Requirement:
Transcribe exactly the lines that fall between the one holding "for (let i = 2;" and the one holding "ctx.lineWidth = 5;", inclusive, from the entries below.
———
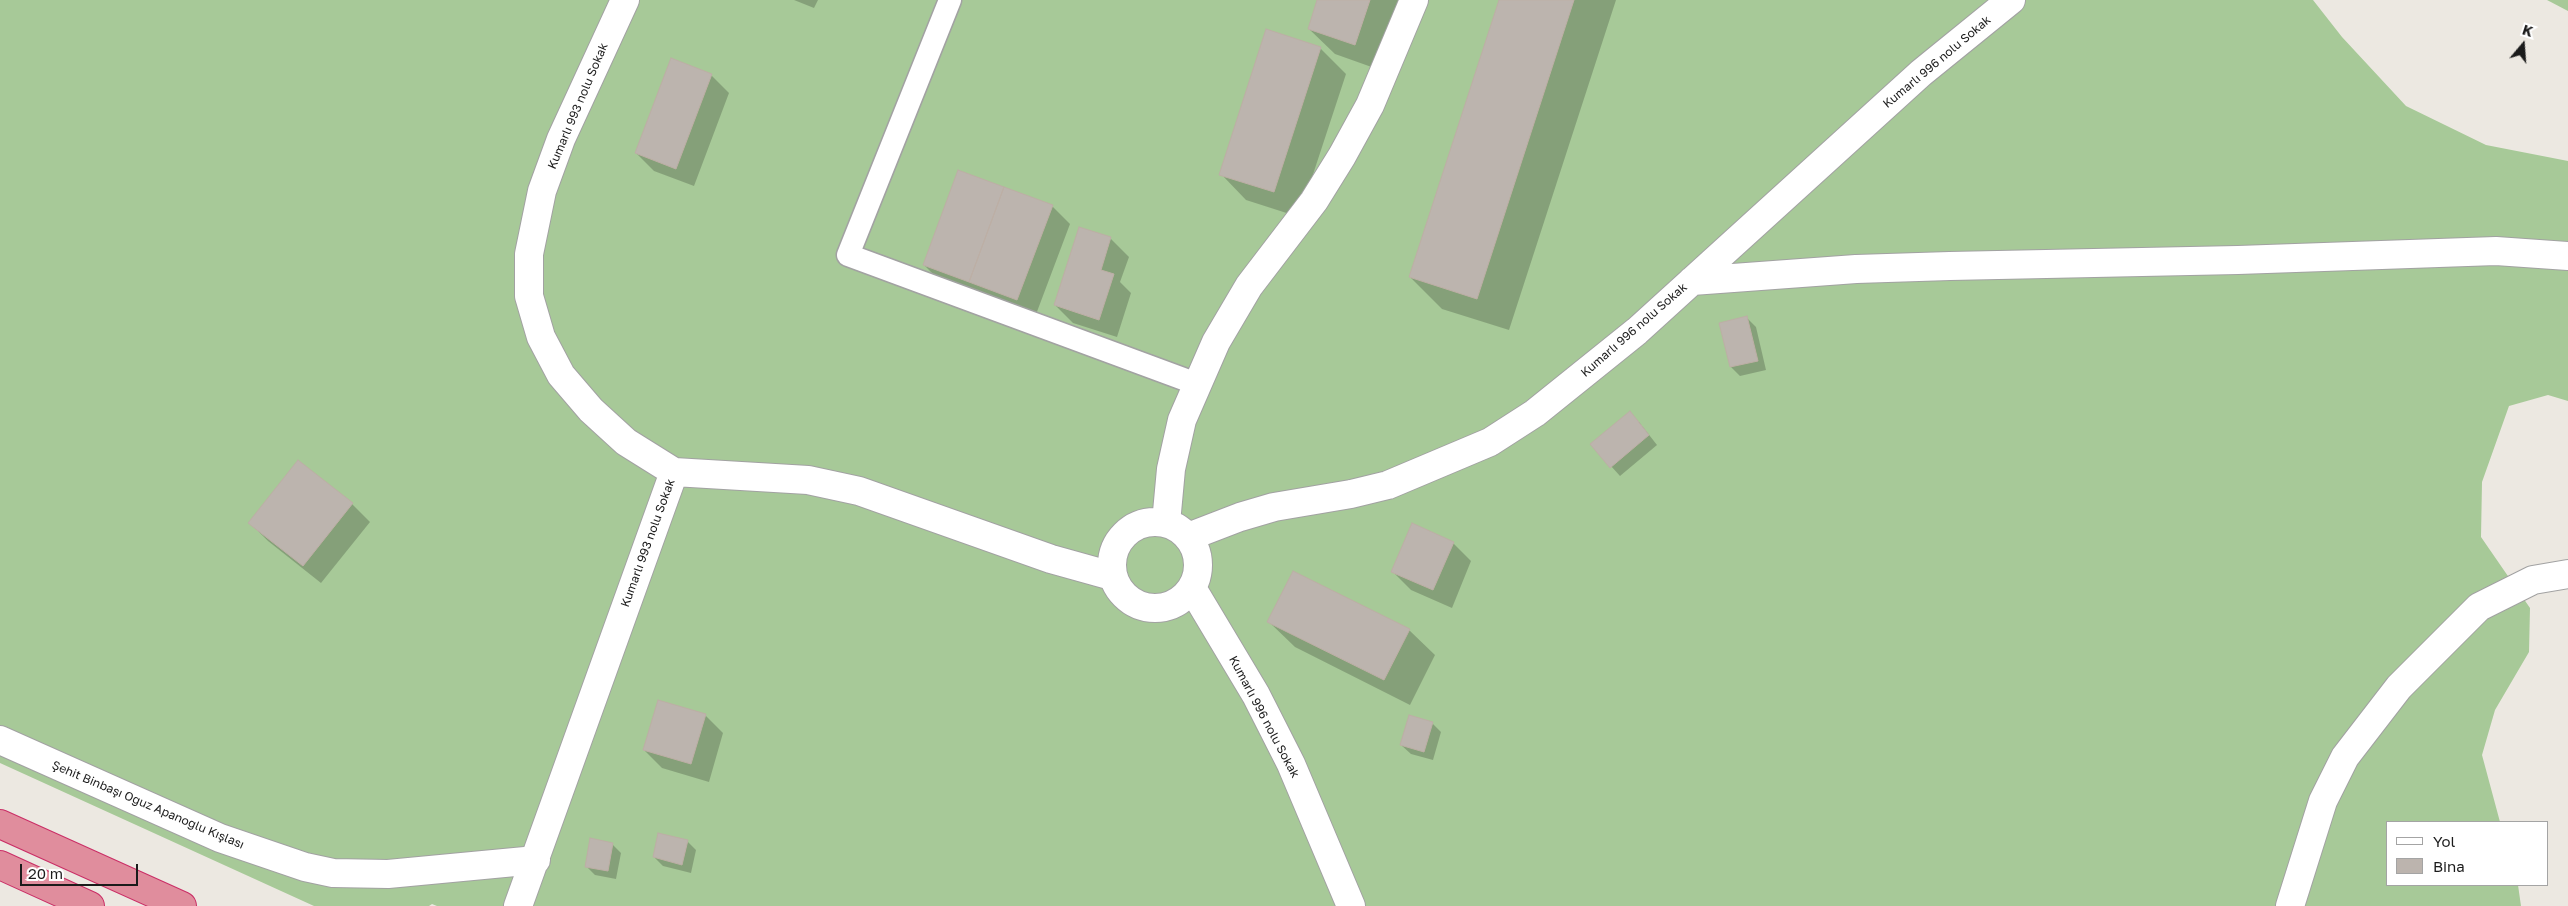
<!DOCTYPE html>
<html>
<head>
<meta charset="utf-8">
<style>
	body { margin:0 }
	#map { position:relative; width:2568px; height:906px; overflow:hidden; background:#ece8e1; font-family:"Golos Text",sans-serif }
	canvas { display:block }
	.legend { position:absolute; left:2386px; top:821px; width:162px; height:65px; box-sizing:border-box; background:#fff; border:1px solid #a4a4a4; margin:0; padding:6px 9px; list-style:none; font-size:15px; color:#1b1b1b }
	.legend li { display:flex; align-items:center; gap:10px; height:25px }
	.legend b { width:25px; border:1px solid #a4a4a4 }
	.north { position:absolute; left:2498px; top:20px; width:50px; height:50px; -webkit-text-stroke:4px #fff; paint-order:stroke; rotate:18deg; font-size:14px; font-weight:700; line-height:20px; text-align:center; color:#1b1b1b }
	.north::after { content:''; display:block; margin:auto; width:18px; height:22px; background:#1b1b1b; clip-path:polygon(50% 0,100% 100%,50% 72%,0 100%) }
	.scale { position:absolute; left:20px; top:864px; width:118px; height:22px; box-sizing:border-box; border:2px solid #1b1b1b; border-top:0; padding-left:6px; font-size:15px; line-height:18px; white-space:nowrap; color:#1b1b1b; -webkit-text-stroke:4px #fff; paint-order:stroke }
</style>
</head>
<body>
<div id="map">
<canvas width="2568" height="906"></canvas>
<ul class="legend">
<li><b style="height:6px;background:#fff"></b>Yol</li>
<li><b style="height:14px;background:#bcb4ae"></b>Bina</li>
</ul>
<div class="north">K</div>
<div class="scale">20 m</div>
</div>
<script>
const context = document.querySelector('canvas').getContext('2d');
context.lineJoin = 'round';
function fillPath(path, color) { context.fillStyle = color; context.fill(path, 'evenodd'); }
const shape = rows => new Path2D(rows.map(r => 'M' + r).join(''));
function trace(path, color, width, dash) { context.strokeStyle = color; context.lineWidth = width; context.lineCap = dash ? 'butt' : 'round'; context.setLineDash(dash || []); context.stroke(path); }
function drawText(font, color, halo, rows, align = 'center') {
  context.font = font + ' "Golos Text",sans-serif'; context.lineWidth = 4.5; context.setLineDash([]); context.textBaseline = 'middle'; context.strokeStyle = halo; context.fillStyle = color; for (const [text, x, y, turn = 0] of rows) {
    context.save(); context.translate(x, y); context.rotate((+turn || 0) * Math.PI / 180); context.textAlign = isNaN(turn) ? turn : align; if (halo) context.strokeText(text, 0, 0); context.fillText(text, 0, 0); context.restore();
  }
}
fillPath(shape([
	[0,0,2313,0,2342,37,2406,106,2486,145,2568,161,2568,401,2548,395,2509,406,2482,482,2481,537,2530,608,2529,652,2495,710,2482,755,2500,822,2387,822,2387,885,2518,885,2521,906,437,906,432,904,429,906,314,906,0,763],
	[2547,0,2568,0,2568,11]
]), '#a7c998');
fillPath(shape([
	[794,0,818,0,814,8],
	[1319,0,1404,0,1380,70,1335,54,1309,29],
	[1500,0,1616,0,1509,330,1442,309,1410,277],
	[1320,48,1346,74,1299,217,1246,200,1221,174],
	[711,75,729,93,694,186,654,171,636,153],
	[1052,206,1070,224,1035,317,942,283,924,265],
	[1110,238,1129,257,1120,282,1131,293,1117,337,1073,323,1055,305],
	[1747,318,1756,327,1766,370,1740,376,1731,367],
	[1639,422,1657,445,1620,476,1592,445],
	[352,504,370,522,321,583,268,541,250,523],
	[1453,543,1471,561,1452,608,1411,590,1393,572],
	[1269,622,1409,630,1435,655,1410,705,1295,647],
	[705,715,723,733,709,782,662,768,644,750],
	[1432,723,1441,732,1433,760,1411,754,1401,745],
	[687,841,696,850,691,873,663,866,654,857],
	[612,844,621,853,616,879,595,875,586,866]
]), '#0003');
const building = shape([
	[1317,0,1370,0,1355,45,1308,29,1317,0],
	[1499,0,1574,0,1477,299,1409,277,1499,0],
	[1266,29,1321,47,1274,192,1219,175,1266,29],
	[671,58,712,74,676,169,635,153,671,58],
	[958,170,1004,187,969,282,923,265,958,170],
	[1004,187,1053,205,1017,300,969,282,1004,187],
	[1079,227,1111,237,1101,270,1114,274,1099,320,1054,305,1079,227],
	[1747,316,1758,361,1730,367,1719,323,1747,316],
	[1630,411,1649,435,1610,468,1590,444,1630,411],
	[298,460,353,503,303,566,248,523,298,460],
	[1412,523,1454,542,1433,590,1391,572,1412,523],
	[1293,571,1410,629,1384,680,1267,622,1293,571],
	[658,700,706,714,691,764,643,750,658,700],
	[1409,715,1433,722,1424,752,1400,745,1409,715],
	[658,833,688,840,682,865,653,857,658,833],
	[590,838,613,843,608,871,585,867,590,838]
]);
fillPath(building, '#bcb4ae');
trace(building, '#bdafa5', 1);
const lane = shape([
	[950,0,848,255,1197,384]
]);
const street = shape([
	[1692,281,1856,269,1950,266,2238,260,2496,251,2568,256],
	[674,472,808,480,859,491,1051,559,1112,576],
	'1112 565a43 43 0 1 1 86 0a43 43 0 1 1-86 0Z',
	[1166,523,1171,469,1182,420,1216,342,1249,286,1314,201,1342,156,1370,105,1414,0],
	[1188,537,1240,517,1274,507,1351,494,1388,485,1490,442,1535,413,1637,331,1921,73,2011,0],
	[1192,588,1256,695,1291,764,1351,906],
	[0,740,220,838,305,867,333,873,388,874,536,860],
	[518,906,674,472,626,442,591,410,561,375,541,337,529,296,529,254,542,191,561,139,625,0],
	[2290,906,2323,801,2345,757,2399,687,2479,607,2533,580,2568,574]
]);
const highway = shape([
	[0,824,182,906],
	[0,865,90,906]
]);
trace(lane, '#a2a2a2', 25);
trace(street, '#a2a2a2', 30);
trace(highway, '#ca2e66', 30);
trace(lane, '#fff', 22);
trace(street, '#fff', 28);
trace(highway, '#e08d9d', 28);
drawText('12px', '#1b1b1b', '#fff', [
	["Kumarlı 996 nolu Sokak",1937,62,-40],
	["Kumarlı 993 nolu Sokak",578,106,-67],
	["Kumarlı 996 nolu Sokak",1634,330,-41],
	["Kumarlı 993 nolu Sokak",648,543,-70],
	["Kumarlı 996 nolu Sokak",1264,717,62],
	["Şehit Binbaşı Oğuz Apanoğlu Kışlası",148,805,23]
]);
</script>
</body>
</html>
———
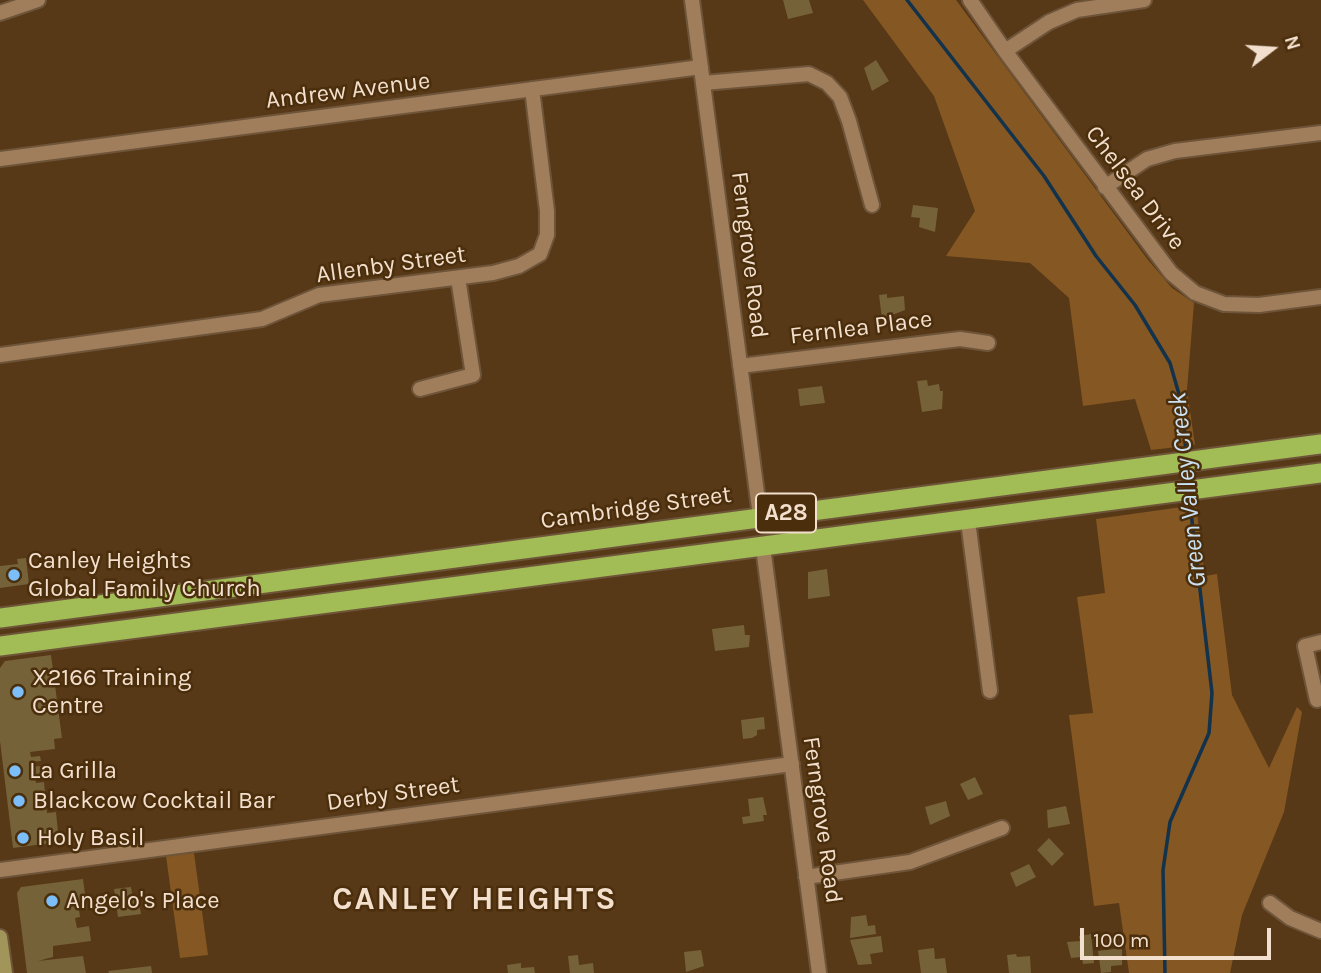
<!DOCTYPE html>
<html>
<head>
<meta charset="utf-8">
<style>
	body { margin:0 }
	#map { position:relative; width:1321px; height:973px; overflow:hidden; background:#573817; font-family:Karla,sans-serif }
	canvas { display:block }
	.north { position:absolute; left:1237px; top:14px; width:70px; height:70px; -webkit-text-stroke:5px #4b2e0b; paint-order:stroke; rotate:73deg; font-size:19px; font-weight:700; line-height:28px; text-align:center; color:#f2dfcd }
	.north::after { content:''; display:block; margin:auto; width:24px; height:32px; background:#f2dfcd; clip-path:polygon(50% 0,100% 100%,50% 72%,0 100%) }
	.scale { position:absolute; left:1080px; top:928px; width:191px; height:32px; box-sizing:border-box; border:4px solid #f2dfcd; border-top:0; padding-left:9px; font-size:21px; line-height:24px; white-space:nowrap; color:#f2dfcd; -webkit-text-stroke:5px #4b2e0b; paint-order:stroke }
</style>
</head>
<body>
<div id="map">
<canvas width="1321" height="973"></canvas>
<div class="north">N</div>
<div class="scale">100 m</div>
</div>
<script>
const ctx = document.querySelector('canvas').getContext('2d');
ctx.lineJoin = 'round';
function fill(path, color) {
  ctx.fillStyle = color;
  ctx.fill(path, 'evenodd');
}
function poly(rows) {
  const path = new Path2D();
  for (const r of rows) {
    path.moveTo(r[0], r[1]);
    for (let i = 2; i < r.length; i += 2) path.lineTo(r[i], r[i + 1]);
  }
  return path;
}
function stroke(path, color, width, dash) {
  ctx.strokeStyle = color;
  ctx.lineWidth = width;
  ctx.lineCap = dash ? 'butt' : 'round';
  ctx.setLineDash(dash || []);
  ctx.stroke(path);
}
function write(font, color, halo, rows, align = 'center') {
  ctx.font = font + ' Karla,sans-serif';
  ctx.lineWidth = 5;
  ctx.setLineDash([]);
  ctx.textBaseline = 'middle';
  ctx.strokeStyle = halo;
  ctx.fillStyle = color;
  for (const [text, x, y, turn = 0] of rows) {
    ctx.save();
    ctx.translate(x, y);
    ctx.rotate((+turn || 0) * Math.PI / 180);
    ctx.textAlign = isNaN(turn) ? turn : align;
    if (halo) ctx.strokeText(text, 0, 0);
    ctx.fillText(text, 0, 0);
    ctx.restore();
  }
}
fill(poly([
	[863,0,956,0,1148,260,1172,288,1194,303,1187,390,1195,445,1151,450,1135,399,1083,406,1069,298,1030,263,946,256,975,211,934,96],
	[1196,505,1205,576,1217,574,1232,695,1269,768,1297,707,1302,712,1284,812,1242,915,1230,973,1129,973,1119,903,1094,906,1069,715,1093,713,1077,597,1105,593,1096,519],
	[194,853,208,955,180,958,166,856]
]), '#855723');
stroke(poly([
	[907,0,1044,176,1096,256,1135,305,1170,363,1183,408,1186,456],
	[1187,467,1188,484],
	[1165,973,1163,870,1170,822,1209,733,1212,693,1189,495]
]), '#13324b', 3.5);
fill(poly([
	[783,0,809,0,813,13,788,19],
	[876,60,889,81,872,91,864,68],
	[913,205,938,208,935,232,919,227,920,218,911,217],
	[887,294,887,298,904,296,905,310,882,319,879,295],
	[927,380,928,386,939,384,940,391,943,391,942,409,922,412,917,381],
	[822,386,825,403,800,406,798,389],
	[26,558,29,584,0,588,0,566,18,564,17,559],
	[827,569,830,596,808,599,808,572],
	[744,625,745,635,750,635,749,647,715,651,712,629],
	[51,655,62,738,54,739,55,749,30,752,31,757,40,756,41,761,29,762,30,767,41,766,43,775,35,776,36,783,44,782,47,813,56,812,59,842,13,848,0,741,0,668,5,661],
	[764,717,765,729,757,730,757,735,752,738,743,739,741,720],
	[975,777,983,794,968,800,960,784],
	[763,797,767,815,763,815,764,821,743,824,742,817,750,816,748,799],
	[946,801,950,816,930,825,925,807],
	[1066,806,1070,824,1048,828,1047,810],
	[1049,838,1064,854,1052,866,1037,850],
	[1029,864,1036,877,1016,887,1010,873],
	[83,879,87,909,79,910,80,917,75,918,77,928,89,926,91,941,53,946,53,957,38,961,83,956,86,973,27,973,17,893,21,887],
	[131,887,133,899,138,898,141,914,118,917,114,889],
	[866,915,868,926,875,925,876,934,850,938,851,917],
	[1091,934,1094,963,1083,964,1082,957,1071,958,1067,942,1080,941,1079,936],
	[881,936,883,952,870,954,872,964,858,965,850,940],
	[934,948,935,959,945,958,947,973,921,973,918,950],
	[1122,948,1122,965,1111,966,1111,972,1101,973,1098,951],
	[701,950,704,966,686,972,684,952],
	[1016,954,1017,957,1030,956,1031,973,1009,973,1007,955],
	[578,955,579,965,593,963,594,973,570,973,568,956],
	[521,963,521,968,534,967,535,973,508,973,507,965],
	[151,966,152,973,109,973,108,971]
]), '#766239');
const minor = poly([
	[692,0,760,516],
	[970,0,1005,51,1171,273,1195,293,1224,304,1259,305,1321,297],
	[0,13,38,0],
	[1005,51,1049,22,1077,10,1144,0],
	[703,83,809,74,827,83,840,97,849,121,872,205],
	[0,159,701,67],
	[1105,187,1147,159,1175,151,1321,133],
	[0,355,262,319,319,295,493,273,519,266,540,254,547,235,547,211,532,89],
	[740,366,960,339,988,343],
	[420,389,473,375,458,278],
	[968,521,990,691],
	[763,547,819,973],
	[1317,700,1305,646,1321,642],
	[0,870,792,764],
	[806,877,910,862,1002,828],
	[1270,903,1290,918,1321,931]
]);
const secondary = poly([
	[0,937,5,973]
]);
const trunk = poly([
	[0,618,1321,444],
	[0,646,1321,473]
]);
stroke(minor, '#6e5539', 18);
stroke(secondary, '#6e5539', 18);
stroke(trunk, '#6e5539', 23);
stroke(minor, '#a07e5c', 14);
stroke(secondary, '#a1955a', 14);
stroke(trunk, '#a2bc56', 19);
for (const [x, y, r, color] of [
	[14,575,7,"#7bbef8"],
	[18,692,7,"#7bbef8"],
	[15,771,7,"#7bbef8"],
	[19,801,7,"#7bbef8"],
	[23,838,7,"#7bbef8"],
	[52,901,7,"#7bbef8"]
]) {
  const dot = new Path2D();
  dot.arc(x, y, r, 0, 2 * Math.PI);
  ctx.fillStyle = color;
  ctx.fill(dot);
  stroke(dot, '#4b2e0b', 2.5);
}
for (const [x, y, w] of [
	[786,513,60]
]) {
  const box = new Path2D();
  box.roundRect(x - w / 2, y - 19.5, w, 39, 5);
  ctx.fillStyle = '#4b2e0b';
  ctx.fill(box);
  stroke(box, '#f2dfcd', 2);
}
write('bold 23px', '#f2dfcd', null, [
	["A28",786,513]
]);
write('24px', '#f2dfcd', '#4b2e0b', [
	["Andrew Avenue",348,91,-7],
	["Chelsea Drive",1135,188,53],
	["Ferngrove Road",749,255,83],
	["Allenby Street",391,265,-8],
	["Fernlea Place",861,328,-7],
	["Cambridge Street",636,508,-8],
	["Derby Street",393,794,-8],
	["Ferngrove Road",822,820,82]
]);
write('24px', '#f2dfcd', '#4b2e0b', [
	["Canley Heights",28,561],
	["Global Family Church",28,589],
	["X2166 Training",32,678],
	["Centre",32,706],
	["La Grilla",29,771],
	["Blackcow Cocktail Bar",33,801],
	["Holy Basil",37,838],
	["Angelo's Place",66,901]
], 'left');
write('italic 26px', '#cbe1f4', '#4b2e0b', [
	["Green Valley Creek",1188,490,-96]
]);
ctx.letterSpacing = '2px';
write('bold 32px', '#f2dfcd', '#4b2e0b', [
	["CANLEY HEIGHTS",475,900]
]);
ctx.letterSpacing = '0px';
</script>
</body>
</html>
———
Response to this task:
    for (let i = 2; i < r.length; i += 2) path.lineTo(r[i], r[i + 1]);
  }
  return path;
}
function stroke(path, color, width, dash) {
  ctx.strokeStyle = color;
  ctx.lineWidth = width;
  ctx.lineCap = dash ? 'butt' : 'round';
  ctx.setLineDash(dash || []);
  ctx.stroke(path);
}
function write(font, color, halo, rows, align = 'center') {
  ctx.font = font + ' Karla,sans-serif';
  ctx.lineWidth = 5;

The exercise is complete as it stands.